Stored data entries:

-----

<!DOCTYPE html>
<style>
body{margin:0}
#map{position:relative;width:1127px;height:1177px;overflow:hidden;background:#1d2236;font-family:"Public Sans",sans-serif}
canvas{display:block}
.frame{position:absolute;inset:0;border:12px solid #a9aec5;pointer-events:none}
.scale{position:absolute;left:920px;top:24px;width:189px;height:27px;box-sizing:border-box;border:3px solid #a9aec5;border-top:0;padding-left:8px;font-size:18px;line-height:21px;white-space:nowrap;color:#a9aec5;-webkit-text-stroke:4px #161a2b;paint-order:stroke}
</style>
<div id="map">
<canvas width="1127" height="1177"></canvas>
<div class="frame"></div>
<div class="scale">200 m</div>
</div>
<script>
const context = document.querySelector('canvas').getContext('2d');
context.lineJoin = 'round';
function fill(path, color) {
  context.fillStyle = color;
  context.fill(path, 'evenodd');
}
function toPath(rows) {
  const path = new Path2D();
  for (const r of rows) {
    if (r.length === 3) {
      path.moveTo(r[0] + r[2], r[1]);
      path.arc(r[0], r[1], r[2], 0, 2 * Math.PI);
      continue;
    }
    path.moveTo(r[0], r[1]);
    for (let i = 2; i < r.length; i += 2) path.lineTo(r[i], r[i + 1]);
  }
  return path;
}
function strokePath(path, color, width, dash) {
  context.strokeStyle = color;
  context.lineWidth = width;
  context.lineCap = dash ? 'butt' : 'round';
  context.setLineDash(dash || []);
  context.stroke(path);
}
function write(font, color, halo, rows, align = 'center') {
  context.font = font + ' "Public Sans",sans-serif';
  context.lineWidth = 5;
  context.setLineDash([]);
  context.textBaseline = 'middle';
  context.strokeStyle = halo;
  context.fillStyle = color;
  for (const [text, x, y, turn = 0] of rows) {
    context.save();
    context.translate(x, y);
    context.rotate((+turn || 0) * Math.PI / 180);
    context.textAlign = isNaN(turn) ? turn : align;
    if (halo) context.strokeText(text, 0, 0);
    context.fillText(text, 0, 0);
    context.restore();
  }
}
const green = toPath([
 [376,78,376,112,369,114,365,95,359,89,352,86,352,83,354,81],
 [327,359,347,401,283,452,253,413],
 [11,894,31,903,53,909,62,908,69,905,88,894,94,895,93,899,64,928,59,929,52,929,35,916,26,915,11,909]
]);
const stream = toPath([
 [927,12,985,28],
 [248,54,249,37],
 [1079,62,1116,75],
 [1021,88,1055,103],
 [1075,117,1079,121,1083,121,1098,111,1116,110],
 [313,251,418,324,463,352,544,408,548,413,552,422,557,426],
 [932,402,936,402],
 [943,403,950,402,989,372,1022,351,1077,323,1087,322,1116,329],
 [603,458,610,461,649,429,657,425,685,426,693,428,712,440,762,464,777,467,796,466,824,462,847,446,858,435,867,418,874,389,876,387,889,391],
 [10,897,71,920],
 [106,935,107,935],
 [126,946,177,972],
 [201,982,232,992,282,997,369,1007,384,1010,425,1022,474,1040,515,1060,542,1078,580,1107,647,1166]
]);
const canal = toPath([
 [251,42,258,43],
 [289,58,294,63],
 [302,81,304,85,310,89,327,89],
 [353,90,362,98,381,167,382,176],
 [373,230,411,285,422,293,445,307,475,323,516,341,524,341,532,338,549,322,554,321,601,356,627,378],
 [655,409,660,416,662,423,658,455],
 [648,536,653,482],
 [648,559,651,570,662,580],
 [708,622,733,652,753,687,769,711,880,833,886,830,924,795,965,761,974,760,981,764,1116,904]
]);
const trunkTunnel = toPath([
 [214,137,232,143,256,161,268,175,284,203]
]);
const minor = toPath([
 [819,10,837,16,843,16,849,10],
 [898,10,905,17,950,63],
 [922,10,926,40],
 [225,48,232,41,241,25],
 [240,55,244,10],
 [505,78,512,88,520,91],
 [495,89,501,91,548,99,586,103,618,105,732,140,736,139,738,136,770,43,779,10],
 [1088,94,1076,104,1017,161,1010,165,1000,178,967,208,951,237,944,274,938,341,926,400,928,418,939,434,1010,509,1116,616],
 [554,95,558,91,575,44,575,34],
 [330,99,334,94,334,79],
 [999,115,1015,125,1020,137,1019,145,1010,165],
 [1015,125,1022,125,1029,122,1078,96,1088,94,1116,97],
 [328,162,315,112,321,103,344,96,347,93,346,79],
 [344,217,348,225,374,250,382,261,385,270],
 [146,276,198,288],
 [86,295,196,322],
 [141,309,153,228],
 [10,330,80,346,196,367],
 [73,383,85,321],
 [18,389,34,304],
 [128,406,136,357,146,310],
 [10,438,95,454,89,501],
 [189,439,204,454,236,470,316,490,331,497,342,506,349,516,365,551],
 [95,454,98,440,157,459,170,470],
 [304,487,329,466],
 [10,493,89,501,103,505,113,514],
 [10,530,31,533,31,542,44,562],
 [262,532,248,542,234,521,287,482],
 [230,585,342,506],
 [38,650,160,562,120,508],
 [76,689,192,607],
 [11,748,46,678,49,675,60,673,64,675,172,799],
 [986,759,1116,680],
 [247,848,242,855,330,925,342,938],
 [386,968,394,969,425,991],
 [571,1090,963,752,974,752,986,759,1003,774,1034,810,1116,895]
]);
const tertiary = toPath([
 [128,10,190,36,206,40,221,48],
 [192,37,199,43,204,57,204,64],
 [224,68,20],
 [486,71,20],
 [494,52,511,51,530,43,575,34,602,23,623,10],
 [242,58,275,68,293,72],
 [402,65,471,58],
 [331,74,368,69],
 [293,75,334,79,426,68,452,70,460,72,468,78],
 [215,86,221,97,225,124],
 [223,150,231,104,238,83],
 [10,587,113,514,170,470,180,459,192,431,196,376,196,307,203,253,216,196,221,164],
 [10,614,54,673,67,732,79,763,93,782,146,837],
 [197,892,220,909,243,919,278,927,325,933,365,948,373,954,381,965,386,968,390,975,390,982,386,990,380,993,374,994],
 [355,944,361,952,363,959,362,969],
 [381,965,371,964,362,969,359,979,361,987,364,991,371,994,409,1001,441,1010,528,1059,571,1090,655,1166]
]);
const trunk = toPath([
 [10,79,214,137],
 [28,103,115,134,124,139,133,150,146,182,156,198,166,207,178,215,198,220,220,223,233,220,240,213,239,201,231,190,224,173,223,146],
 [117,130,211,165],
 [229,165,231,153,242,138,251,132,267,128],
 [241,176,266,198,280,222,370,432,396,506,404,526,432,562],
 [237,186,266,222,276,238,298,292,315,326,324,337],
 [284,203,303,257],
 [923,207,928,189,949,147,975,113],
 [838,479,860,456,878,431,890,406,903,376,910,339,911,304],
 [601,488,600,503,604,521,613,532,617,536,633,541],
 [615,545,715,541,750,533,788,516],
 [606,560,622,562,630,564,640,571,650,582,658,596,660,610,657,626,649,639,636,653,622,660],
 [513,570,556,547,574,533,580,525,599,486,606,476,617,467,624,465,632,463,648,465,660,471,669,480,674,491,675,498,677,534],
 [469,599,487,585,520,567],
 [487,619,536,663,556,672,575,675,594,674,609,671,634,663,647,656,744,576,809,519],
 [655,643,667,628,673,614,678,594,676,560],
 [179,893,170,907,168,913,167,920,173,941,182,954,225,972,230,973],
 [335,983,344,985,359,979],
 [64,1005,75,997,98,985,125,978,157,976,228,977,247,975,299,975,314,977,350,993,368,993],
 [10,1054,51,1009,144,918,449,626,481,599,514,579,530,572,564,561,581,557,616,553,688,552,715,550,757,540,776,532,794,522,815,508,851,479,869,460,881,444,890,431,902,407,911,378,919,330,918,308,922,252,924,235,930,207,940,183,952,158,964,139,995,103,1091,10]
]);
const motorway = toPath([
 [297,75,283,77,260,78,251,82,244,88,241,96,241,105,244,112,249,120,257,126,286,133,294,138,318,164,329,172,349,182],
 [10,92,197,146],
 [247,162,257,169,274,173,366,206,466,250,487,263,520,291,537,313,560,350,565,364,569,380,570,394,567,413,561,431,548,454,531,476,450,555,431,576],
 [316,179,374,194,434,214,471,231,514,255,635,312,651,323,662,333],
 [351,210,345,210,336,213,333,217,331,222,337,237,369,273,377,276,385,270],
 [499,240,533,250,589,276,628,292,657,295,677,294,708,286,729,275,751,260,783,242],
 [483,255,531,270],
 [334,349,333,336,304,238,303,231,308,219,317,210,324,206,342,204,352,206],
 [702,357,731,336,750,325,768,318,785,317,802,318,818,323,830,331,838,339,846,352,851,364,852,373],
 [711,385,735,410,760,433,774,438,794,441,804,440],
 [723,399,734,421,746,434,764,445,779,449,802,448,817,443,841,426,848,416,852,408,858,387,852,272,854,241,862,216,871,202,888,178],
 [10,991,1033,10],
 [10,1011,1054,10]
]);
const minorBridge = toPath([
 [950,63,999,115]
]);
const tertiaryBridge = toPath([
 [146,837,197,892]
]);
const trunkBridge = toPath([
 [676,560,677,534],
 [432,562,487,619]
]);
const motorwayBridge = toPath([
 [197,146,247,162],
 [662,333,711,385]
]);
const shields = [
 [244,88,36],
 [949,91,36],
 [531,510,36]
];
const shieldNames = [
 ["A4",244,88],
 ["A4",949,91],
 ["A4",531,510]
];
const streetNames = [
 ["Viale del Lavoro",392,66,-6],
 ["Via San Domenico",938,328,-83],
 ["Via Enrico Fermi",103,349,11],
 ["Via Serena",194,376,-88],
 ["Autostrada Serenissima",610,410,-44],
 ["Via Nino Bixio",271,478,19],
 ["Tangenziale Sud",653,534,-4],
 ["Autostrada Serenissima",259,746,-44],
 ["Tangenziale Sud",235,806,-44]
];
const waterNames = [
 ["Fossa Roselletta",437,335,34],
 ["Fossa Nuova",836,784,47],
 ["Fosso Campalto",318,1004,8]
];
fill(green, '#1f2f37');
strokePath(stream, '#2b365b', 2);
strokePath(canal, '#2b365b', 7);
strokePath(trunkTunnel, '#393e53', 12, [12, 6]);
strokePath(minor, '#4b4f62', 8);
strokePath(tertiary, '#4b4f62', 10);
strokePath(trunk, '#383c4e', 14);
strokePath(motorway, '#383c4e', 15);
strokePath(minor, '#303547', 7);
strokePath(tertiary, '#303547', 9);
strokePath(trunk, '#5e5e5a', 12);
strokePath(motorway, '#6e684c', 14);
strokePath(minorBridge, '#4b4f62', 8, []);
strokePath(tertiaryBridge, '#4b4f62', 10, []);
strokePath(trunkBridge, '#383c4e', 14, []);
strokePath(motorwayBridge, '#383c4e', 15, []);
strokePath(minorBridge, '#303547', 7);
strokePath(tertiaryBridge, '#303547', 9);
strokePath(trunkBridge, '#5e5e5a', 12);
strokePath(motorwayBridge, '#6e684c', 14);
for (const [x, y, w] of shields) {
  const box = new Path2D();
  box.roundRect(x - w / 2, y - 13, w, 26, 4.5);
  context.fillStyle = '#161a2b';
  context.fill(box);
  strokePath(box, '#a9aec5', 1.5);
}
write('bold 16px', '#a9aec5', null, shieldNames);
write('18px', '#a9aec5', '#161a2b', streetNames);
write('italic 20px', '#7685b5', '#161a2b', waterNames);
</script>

-----

Work to be completed. Report the count, and only the count, of lines in the records above that contain "length".

Task output. 2